YOUR TASK: Among the entries, which lines carry the string "linecap"? Copy every one.

DATASET EXCERPTS:
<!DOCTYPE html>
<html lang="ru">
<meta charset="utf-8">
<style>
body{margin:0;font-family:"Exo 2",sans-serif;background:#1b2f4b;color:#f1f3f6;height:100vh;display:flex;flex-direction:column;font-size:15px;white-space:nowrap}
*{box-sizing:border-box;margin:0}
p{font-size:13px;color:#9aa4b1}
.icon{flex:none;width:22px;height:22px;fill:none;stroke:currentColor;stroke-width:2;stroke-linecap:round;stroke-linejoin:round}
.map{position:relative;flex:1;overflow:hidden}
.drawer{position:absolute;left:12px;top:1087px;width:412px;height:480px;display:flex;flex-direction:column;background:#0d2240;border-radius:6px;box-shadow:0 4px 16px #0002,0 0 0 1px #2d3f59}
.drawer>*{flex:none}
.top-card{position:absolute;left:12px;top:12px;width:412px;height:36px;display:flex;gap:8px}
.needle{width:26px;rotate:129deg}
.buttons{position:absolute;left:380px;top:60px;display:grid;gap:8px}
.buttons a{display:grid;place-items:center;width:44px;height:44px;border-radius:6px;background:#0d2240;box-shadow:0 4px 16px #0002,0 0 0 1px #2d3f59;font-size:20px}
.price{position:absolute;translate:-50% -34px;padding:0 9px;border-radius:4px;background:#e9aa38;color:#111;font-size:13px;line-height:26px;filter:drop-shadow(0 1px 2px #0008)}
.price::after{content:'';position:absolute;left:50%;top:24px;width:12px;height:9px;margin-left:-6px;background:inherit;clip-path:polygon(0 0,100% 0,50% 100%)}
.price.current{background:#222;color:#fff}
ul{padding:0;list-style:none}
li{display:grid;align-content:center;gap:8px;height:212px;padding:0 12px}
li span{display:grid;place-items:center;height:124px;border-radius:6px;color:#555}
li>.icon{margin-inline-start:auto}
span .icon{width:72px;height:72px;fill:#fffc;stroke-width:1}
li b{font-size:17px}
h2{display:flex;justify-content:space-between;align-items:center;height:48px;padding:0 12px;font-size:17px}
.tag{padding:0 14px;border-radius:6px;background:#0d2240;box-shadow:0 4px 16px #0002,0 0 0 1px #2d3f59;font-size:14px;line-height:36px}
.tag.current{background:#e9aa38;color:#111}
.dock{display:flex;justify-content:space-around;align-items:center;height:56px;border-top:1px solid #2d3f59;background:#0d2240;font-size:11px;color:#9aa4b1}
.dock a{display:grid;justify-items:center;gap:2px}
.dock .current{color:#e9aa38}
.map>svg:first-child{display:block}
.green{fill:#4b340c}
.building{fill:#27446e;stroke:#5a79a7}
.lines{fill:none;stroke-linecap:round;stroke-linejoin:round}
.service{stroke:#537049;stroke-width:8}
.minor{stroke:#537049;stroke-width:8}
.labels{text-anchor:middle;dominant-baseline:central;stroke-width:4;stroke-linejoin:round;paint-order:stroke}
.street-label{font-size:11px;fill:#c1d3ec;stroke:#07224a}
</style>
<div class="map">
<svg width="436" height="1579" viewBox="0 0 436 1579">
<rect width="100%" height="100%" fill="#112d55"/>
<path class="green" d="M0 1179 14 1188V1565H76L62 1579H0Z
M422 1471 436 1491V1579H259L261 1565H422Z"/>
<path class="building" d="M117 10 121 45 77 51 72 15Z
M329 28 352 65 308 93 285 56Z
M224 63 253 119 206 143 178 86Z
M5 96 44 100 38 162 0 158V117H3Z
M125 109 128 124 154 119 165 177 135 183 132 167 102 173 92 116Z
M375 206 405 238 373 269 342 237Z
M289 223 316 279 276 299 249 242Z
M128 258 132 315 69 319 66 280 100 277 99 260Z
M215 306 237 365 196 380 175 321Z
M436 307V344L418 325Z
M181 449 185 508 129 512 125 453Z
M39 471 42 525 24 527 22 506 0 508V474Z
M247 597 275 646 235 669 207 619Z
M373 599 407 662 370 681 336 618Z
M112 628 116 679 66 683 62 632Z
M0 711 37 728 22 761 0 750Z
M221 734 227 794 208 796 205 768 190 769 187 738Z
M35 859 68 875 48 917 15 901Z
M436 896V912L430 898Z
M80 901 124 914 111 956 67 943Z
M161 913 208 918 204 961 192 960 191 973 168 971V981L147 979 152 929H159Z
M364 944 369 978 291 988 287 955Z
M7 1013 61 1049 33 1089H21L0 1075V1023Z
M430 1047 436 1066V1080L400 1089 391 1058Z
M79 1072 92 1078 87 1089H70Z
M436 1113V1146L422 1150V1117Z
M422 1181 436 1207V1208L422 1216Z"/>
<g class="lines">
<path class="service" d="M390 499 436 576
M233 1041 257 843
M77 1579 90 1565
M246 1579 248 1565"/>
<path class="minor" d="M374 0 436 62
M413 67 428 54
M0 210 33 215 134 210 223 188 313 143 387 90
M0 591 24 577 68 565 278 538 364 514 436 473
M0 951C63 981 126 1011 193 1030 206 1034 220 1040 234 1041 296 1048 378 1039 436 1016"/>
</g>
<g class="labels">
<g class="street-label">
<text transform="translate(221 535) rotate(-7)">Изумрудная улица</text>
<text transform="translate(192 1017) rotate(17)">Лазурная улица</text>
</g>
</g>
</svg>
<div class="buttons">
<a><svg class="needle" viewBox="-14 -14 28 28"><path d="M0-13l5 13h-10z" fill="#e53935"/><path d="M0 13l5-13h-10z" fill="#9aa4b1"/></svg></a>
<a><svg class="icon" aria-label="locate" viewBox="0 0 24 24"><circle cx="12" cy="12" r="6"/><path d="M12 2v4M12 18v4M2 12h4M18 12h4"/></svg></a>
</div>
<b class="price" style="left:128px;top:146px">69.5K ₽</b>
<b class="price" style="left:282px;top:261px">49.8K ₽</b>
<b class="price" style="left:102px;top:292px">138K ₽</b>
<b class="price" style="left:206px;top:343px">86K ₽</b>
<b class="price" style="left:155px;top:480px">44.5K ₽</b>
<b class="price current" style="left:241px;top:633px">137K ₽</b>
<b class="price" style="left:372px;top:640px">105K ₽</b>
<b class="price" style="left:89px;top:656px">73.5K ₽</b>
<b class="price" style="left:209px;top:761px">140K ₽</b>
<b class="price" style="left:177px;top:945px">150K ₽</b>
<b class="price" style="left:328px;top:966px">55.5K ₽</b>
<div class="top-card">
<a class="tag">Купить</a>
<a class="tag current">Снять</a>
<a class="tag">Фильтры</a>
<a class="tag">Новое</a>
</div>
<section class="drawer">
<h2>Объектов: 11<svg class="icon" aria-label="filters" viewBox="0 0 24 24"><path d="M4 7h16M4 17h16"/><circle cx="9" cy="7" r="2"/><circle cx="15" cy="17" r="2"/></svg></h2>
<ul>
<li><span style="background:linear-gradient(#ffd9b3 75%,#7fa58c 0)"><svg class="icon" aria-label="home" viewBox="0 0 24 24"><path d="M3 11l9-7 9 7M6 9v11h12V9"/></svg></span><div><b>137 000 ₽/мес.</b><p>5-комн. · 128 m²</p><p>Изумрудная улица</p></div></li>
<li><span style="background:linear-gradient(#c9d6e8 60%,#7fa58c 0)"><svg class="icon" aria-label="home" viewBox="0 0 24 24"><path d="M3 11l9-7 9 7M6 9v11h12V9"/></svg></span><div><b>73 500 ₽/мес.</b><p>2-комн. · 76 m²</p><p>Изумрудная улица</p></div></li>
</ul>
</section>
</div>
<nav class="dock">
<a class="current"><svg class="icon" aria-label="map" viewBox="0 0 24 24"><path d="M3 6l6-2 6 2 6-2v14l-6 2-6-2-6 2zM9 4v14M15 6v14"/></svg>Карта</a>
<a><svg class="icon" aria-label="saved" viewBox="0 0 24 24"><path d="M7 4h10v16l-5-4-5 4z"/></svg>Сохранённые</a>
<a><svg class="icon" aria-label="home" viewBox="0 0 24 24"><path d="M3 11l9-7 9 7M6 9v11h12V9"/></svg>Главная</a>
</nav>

YOUR SOLUTION:
.icon{flex:none;width:22px;height:22px;fill:none;stroke:currentColor;stroke-width:2;stroke-linecap:round;stroke-linejoin:round}
.lines{fill:none;stroke-linecap:round;stroke-linejoin:round}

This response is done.